Just adding on a bit to yesterday's post. After writing it I found myself thinking back to when I first began teaching, some time in the last century, long ago in the last millennium, and how I used to get the heebie-jeebies when various worthies in the world of education told me that I needed to teach books in the classroom - novels and short stories they meant - that kids found relevant to their own lives, which they could relate to. Basically the idea was that if you were a working class kid from Manchester you only wanted to read about other working class kids from Manchester, and anything else was so outside your experience that you'd never be able to make sense of it so it would bore you.
Now I suppose this sounds vaguely plausible and has a primitive logic about it. Except if you happened to be a working class kid from Manchester, as I was, and knew it wasn't true. Actually I wanted to read about pretty anywhere else than Manchester, finding it, and myself as part of it, pretty dull generally and very much worth escaping from.
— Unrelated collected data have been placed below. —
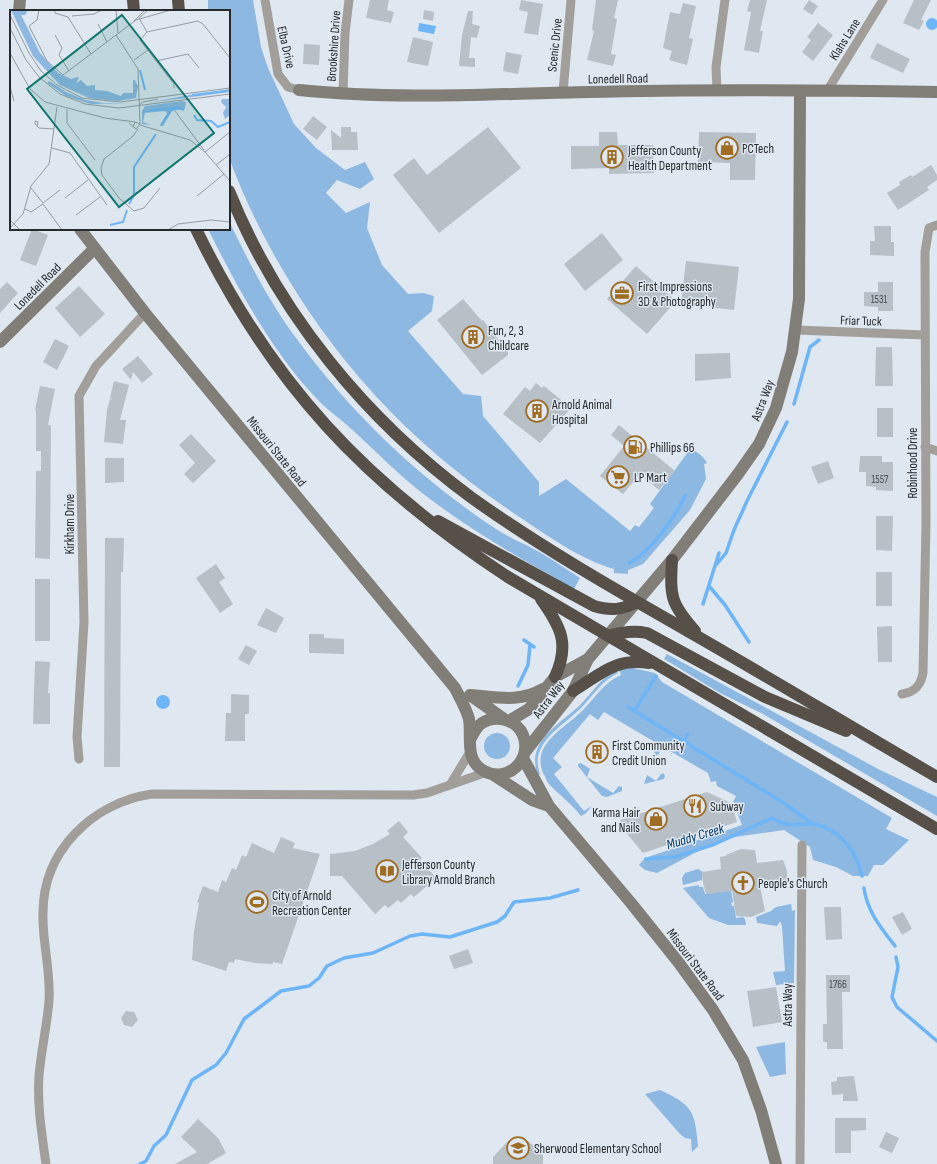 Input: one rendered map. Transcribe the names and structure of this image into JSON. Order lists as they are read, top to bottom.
{
  "streets": {
    "street": [
      "Klahs Lane",
      "Scenic Drive",
      "Brookshire Drive",
      "Elba Drive",
      "Lonedell Road",
      "Friar Tuck",
      "Astra Way",
      "Missouri State Road",
      "Robinhood Drive",
      "Kirkham Drive"
    ]
  },
  "crossings": [
    ["Klahs Lane", "Lonedell Road"],
    ["Scenic Drive", "Lonedell Road"],
    ["Brookshire Drive", "Lonedell Road"],
    ["Elba Drive", "Lonedell Road"],
    ["Lonedell Road", "Astra Way"],
    ["Lonedell Road", "Missouri State Road"],
    ["Friar Tuck", "Astra Way"],
    ["Friar Tuck", "Robinhood Drive"],
    ["Astra Way", "Missouri State Road"],
    ["Missouri State Road", "Kirkham Drive"]
  ],
  "water": ["Muddy Creek"],
  "places": {
    "shop": ["PCTech", "Karma Hair and Nails"],
    "building": [
      "Jefferson County Health Department",
      "Fun, 2, 3 Childcare",
      "Arnold Animal Hospital",
      "First Community Credit Union"
    ],
    "office": ["First Impressions 3D & Photography"],
    "fuel station": ["Phillips 66"],
    "supermarket": ["LP Mart"],
    "restaurant": ["Subway"],
    "library": ["Jefferson County Library Arnold Branch"],
    "church": ["People's Church"],
    "sports": ["City of Arnold Recreation Center"],
    "school or university": ["Sherwood Elementary School"]
  },
  "house_numbers": ["1531", "1557", "1766"]
}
It was only when I got a lot older and a good deal more sophisticated that I realised that even the most quotidian of existences is utterly fascinating. (I need to thank James Joyce for that lesson.)
As a young teacher when I read novels with kids in classrooms my prime aim was to take them somewhere else other than where they were to escape the prisons of place and self. I like to think it usually worked. It certainly helped me survive in the classroom since it invariably kept everyone quiet.